Chapter 34
Thirty-Four
Ivy
When I slip into the dining hall late in the evening, it’s nearly empty, as I was counting on.
I wasn’t counting on my employer being one of the few figures lingering around the tables.
As Stavros saunters over to intercept me on my way to the counters, he arches his eyebrow. “Didn’t you get your fill during our dinner earlier? I seem to recall you shoveling quite a healthy portion into your mouth.”
The dry teasing somehow sets me more off-balance than any other attitude I’ve gotten from him in recent weeks. I know how to brace myself against his hostility, and I can accept his contrition and his aggressive protectiveness even if I find both a little baffling.
This… This feels like the old Stavros. The banter that started to take on a hint of affection rather than criticism in the last few days before the battle in the All-Giver’s Tower exposed my magic.
I don’t see how we could ever really go back to the way things were. But hearing the warmth in his drawl makes my pulse flutter no matter how much it shouldn’t.
I decide it’s safest not to look at his stunningly chiseled face directly. Instead, I focus on the last scattered appetizers from the dinner spread.
“You’re back here too,” I point out as I pluck up a couple of delicate pastries, a spiced egg, and a half-roll topped with frothy cheese. “I don’t recall your plate being particularly sparse before you polished off the meal.”
“I’m not here to eat. I had a student ask if we could discuss her progress while she had her own late dinner.”
Ah, that’d probably be the brawny woman I passed on my way in, who marched out looking like she was ready to conquer an invading army all on her own. I guess Stavros gave her a good pep talk.
I add one more tidbit to my plate. “I’m not going to eat either. These are for something else. I had an idea.”
Stavros folds his arms over his chest. “Now I’m intrigued.”
I cast my gaze past him to our few other schoolmates who are taking their evening meal late.
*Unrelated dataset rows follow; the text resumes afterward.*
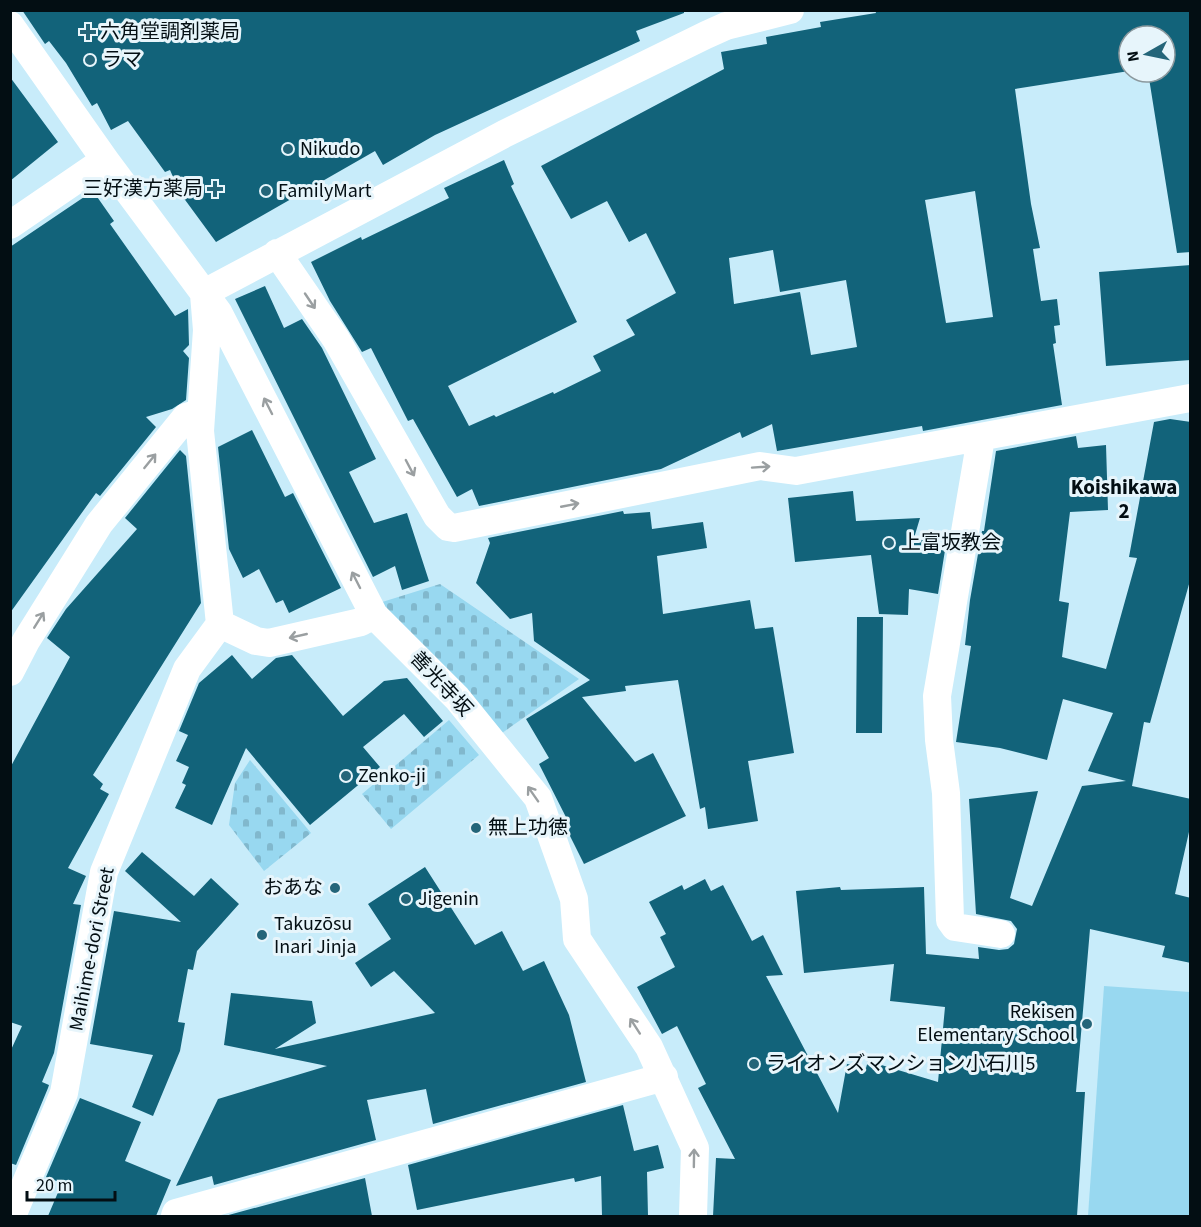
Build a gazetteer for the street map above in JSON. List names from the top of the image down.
{
  "streets": {
    "street": ["善光寺坂", "Maihime-dori Street"]
  },
  "one_way": ["善光寺坂"],
  "districts": ["Koishikawa 2"],
  "places": {
    "health": ["六角堂調剤薬局", "三好漢方薬局"],
    "other": [
      "ラマ",
      "Nikudo",
      "FamilyMart",
      "上富坂教会",
      "Zenko-ji",
      "無上功徳",
      "おあな",
      "Jigenin",
      "Takuzōsu Inari Jinja",
      "Rekisen Elementary School",
      "ライオンズマンション小石川5"
    ]
  },
  "scale_bar": "20 m",
  "north": "left"
}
This isn’t the place to discuss my ideas about tackling the scourge sorcerers in any detail.
“I’ll fill you in if it gets me anywhere useful,” I tell him. “I promise it doesn’t involve anything death-defying. Now if you’ll excuse me…”
I bob in a curtsey that’s purposefully mocking, because we are supposed to be at odds as far as the rest of the school is aware.
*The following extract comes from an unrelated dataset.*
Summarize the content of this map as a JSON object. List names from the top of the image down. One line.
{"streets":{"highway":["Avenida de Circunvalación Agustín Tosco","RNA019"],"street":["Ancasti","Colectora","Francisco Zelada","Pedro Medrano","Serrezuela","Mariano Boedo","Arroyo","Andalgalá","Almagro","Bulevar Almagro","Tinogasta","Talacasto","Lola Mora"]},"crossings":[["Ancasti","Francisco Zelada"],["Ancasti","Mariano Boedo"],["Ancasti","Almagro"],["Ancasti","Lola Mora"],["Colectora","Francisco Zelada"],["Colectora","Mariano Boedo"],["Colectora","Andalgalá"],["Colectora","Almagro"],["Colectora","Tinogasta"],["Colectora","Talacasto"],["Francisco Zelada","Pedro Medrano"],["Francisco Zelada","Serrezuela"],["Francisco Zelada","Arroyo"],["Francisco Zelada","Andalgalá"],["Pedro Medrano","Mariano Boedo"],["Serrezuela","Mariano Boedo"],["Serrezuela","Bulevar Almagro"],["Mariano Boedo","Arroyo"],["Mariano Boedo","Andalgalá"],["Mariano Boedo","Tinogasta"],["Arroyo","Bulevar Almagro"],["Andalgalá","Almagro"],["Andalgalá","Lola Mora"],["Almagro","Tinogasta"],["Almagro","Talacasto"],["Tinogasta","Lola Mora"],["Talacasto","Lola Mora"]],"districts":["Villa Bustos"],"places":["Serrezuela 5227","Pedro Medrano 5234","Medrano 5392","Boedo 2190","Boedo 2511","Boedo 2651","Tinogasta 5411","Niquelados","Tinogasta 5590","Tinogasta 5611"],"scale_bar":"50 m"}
Stavros takes the supposed insult in stride. “Just make sure you’re not out so late you’re groggy for our morning class.”
I let sarcasm color my tone. “You have my full dedication.”
I hold my head high as I carry the plate through the doorway.
The royal guards are so used to bizarre but innocuous behavior from spoiled nobles that neither of the two stationed by the front gate remarks on my cargo. They don’t care where I eat my apparent late-evening snack.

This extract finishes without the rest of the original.